Whitefly, common name for any member of a family of plant-feeding insects that resemble tiny moths. Whiteflies actually are not flies; they have piercing-sucking mouthparts and are related to aphids, cicadas, and jumping plant lice. About 1200 species are known, mostly from tropical regions; about 100 of these inhabit North America.
J. H. Robinson/Photo Researchers, Inc.
Whiteflies usually occur in groups on the underside of leaves. The adults of most species are similar in appearance and are shaped like tiny moths. Most are less than about 2 mm (0.08 in) long. The body is usually yellowish, but the insects look white because of a mealy wax that covers the wings and body.

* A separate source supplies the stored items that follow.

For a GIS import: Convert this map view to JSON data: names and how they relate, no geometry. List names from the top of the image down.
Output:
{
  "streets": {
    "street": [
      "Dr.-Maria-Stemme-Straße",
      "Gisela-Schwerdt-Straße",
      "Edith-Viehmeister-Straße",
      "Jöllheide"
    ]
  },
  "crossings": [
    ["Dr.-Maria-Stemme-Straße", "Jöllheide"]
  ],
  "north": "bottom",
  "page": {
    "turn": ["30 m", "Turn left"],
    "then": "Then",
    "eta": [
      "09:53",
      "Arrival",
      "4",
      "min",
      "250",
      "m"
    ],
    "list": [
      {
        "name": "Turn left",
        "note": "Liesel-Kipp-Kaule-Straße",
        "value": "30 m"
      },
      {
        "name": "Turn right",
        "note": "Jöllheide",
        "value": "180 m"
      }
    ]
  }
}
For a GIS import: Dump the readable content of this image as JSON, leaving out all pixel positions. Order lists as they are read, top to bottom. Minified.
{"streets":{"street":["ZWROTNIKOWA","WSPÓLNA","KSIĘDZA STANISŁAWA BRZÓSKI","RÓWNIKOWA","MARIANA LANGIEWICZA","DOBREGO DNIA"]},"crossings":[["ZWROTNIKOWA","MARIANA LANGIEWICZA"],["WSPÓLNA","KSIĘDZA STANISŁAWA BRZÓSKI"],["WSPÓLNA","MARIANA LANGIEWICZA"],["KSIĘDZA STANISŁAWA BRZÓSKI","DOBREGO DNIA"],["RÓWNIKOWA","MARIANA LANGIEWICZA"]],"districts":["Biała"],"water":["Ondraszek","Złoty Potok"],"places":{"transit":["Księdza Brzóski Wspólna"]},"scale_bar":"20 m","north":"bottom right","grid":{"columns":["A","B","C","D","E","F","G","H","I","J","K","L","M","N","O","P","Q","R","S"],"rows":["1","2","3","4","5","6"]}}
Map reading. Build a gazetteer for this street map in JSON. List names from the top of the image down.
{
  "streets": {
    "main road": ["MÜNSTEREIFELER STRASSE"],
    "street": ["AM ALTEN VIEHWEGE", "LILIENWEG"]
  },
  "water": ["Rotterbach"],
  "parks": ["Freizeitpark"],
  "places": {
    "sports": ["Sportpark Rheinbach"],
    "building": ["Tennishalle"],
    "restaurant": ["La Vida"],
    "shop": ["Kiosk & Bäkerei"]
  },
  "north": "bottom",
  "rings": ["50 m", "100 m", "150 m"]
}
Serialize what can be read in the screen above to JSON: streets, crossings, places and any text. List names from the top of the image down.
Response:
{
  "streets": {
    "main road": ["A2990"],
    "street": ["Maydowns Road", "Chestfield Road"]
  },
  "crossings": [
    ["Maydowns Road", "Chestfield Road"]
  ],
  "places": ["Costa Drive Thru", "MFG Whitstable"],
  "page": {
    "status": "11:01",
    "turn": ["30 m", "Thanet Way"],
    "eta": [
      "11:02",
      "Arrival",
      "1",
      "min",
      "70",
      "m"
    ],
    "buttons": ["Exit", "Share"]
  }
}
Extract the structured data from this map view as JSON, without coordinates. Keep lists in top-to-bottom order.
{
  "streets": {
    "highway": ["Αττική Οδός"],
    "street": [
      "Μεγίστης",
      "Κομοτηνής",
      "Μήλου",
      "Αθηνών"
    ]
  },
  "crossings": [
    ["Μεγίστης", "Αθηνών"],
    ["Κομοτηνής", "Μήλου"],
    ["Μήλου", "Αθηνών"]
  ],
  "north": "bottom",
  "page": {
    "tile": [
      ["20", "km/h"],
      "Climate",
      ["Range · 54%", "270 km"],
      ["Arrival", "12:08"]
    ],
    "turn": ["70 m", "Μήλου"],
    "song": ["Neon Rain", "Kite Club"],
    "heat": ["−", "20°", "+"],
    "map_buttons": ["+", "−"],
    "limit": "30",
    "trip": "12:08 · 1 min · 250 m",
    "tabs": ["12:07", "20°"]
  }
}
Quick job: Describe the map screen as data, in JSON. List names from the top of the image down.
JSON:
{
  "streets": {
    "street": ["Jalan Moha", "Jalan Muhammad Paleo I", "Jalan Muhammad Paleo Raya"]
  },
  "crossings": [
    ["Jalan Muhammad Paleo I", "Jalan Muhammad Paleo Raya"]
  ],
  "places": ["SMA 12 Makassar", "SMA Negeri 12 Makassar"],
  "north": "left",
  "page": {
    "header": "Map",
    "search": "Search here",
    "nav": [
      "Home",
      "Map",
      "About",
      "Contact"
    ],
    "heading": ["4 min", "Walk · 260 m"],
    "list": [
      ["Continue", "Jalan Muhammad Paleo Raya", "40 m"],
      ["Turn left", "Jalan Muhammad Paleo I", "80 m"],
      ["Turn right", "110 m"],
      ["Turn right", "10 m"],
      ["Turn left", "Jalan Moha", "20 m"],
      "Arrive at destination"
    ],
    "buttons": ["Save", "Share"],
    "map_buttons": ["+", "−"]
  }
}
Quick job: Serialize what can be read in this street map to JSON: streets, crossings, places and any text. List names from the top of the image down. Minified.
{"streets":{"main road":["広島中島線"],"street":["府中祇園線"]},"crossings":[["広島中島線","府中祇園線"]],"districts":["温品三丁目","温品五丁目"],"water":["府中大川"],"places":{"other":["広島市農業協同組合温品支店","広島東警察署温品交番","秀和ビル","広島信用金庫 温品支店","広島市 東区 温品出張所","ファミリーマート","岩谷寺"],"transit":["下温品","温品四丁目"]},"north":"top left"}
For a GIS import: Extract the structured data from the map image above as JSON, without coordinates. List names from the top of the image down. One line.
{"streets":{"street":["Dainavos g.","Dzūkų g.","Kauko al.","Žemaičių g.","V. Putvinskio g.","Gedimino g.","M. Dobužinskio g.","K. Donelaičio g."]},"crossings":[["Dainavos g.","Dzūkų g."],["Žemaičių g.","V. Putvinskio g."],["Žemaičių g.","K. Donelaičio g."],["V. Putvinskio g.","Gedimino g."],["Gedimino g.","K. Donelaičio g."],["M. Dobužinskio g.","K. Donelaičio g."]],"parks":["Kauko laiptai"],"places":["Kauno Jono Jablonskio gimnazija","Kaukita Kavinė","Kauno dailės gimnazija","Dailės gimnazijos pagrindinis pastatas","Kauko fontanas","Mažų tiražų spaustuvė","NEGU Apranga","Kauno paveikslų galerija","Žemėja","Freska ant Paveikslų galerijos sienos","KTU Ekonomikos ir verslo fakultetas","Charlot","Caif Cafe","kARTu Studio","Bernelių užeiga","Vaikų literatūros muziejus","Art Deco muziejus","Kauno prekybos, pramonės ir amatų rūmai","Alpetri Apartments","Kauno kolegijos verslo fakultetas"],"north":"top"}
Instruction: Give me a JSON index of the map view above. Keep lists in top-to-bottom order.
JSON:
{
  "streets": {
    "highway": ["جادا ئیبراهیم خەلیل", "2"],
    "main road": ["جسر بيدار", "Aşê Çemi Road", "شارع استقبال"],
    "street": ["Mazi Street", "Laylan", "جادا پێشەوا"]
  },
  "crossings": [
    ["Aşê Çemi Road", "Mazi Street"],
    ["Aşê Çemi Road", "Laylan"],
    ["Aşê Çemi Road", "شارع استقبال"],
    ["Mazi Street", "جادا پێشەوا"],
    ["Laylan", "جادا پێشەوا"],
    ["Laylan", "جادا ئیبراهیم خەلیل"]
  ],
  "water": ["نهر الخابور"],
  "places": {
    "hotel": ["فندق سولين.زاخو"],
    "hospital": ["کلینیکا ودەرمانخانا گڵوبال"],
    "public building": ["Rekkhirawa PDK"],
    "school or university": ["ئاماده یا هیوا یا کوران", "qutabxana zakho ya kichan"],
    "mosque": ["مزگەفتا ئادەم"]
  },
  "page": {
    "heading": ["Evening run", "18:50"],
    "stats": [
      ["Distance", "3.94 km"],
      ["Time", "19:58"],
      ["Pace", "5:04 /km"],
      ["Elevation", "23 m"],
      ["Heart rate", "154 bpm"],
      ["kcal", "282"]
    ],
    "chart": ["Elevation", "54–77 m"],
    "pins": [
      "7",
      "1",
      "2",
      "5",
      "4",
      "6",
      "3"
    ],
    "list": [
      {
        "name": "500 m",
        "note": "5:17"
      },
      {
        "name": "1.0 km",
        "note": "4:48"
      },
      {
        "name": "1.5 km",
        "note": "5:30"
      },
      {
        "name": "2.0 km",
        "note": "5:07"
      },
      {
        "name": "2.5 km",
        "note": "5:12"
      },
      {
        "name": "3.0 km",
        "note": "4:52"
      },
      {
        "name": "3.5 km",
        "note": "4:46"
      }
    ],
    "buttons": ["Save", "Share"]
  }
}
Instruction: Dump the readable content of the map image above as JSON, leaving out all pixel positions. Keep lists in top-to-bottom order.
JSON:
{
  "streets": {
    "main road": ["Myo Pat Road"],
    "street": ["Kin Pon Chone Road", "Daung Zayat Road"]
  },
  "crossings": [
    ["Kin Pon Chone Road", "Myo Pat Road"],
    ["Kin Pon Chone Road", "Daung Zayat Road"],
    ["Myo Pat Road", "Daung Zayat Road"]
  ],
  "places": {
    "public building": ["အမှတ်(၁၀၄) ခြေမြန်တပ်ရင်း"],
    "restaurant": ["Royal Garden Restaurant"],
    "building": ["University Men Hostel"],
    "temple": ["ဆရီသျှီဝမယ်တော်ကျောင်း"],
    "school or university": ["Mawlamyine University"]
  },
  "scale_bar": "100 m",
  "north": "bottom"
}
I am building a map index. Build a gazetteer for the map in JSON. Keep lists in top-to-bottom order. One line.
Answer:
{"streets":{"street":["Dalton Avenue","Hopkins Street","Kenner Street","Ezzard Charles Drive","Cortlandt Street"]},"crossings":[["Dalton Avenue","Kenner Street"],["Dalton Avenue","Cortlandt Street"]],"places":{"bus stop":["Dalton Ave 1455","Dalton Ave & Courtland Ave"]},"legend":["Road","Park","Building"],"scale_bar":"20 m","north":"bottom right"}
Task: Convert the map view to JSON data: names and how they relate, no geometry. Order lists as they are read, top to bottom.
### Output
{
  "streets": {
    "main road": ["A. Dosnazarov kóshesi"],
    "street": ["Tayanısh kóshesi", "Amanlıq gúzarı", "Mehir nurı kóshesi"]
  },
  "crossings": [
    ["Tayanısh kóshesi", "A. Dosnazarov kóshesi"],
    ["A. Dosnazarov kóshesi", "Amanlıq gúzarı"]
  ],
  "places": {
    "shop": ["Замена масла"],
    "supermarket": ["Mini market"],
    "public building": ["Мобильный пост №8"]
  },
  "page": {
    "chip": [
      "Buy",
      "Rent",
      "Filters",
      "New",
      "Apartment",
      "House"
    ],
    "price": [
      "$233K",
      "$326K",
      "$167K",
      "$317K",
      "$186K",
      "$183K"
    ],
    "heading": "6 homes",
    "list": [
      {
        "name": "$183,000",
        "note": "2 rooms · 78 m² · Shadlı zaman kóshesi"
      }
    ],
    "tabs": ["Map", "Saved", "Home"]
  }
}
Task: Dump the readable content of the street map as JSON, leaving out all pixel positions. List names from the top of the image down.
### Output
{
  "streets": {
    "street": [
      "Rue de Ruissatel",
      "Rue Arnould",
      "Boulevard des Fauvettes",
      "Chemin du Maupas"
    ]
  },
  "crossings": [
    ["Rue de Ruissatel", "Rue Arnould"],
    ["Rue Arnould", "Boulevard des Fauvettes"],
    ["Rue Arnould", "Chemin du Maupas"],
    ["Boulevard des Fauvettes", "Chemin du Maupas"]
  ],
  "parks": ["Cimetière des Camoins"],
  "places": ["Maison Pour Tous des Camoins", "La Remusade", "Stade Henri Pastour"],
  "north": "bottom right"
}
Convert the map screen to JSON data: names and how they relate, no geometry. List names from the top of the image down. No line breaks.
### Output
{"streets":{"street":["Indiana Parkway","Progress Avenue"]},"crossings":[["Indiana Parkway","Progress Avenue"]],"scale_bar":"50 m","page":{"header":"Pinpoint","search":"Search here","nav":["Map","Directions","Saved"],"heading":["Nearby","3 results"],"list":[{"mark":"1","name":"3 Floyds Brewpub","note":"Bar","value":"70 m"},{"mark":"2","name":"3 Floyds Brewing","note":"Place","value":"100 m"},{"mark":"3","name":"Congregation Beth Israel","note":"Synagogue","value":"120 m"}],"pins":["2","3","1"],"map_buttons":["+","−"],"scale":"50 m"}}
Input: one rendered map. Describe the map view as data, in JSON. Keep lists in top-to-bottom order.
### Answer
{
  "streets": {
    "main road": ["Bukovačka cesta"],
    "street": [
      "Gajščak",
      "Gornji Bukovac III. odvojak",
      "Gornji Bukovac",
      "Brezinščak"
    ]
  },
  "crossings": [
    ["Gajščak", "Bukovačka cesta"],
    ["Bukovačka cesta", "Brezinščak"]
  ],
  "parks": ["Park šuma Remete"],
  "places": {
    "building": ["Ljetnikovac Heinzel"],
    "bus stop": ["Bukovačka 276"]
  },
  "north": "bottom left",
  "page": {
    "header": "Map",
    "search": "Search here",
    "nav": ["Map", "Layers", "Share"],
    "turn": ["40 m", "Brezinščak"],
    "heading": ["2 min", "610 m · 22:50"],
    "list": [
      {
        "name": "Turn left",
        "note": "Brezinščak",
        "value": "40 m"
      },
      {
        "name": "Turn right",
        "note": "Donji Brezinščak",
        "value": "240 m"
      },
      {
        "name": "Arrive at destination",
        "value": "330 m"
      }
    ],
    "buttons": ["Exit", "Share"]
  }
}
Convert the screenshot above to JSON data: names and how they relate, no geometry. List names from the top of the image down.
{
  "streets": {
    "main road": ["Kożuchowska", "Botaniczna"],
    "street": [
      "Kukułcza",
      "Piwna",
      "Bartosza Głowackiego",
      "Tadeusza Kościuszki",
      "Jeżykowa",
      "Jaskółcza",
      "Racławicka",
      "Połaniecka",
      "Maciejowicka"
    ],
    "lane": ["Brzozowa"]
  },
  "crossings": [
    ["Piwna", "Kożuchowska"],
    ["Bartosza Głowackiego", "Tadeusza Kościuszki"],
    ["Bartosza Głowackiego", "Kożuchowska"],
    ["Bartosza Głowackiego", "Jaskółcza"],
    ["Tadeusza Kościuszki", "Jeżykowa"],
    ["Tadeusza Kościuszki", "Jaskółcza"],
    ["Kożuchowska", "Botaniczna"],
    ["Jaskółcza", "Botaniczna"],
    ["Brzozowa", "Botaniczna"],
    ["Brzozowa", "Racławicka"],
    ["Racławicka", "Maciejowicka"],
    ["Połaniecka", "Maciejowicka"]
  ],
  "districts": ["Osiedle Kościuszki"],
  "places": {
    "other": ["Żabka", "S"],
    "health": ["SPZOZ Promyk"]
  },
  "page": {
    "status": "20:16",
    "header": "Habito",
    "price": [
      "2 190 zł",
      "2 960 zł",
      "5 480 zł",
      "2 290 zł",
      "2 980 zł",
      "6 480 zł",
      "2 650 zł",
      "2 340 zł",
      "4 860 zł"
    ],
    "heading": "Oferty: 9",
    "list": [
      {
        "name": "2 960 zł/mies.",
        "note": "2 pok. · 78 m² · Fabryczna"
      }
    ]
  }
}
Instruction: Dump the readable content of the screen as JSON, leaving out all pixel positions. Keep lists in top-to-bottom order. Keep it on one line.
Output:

Females lay tiny, oblong eggs, usually on the underside of leaves. Eggs hatch into barely visible, oblong yellowish nymphs known as crawlers. After hatching, crawlers soon pierce the host plant with their needlelike mouthparts and remain settled on the plant until adulthood. The semitransparent nymphs become flattened and oval after the first molt, or shedding of the skin. They are covered with a waxy secretion and look like tiny scale insects.
Mature nymphs become temporarily inactive during the last growth stage. This stage is commonly called a pupa, even though whiteflies have incomplete metamorphosis and do not have a true pupal stage. The appearance of these "pupae" is used to distinguish among species of whiteflies. The pupal cover varies from transparent to whitish and may be either smooth or covered with curly wax scales.
Most species of whitefly have several generations each year, with all stages present year-round on the same host plant in areas with mild winters. The time required for whiteflies to complete a single generation can vary from several months during the winter to a few weeks during summer.
Whiteflies suck the flowing sap, or phloem, of plants. High populations of these insects may cause leaves to yellow, shrivel, and drop prematurely. The excess sap or sweet honeydew excreted by nymphs collects dust, leads to growth of sooty mold, and attracts ants. Like many other species in the aphid and cicada order, whiteflies can transmit viruses to plants.
Most whiteflies are uncommon because of natural controls, such as parasitic wasps and predaceous beetles, bugs, and lacewings. The few species that are pests occur primarily in greenhouses and outdoors in mild-winter areas. The greenhouse whitefly is a common pest of many ornamental plants, especially in greenhouse environments. It is sometimes controlled by release of parasitic wasps. The sweetpotato whitefly is a serious pest of many agricultural field crops. Recent outbreaks of this species in California and Texas have caused million of dollars' worth of damage. In extreme cases, the air around infested fields may be filled with choking, dustlike clouds of adult whiteflies.
Scientific classification: Whiteflies are in the family Aleyrodidae, order Homoptera. The greenhouse whitefly is classified as Trialeurodes vaporariorum and the sweetpotato whitefly as Bemisia tabaci.